28/10/2014 DIRECTION GÉNÉRALE DE L’ARMEMENT

 

La Direction générale de l’armement (DGA) présente MUSE, le premier sonar 3D compact de navigation multi-missions à usage dual, sur le stand du ministère de la Défense au salon Euronaval du 27 au 31 octobre 2014. Cette innovation, utilisable par des navires de surface militaires comme civils, est développée par la société IXBLUE, en collaboration avec l'École nationale supérieure de techniques avancées (ENSTA), grâce au soutien de la DGA dans le cadre du dispositif RAPID (1).

 

Le sonar 3D MUSE est un assistant à la navigation. Il réalise la cartographie du fond en haute résolution, mesure la vitesse par rapport au fond, représente l’environnement en 3D et détecte tout objet situé entre la surface et le fond, dans un rayon allant jusqu’à 1 km: iceberg, mine, conteneur, etc.

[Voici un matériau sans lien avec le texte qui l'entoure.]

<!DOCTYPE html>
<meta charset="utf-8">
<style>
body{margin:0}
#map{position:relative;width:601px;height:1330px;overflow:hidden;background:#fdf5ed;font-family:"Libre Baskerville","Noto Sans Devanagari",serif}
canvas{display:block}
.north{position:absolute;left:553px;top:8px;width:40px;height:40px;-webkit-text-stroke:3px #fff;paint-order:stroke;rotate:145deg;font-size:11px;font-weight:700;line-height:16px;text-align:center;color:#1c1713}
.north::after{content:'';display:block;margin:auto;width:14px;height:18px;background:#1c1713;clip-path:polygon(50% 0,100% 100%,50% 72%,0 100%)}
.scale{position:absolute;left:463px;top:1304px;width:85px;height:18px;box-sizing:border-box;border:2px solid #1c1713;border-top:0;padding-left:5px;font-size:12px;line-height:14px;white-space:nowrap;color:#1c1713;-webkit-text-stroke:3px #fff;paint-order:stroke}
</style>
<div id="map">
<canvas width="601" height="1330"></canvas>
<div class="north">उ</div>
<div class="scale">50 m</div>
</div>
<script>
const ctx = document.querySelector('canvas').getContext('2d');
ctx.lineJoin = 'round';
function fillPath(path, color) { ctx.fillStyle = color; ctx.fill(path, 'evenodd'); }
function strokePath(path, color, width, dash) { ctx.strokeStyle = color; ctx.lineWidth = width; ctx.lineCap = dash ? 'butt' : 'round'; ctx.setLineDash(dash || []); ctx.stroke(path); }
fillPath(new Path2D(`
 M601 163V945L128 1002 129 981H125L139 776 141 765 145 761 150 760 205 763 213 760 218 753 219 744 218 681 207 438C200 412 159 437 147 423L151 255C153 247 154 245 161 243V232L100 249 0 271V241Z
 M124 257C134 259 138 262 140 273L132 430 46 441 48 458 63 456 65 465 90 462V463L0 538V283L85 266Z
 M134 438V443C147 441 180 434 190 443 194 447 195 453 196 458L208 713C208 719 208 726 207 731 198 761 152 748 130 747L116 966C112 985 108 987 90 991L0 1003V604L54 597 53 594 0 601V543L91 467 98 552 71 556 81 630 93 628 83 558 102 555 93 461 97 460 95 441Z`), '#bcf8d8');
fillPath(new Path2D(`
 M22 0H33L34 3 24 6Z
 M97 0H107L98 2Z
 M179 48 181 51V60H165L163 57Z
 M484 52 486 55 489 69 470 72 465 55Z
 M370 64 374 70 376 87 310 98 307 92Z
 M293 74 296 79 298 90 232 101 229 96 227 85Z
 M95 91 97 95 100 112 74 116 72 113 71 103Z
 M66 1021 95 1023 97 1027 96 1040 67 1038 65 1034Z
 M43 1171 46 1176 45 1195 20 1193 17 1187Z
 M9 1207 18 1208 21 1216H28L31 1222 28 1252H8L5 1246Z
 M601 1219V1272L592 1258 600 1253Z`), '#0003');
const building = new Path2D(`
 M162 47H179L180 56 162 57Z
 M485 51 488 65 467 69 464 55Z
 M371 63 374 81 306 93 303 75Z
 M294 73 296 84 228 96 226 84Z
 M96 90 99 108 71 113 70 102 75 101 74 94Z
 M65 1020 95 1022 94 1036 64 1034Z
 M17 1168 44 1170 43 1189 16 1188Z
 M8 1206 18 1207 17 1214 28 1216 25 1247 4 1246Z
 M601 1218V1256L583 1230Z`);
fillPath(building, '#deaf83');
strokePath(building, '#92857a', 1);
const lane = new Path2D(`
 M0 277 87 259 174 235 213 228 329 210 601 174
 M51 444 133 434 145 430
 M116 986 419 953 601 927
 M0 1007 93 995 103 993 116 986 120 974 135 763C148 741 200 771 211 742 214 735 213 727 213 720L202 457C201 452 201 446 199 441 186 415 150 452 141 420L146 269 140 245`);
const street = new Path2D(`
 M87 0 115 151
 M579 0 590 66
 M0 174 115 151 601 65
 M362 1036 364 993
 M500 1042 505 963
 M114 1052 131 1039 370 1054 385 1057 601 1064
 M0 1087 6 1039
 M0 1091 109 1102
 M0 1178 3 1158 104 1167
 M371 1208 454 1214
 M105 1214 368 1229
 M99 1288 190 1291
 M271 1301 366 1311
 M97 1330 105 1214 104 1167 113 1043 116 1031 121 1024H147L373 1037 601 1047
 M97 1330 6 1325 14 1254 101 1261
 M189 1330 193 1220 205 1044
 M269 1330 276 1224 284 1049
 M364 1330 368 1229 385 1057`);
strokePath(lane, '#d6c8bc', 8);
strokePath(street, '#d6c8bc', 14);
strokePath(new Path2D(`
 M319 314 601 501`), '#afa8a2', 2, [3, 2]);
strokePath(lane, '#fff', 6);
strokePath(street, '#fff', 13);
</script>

Enfin, il peut identifier les objets immergés en temps différé grâce à l’utilisation d’algorithmes spécifiques et l’éclairage de l’objet observé sous différents angles.

 

Les premiers essais, réalisés en 2013 avec la DGA et la marine nationale, ont permis d’aborder l’application sous l’angle de la détection des mines de surface et dérivantes. Début 2015, de nouveaux essais permettront de vérifier la qualité de la mesure de vitesse par rapport au fond et le recalage géographique sur les caractéristiques des fonds marins. Puis des tests en conditions quasi-opérationnelles auront pour objet la détection à très grande distance (+ de 500m) de différents types d’objets.

 

(1) RAPID (Régime d’appui pour l’innovation duale),  doté d’une enveloppe annuelle de 50 M€ en 2015, concerne les projets de recherche industrielle ou de développement expérimental à fort potentiel technologique portés par des PME et ETI, présentant des applications militaires et ayant aussi des retombées pour les marchés civils.

 

MUSE est présenté sur l’espace institutionnel Défense, Hall 2 stand E4-F7pendant Euronaval 2014.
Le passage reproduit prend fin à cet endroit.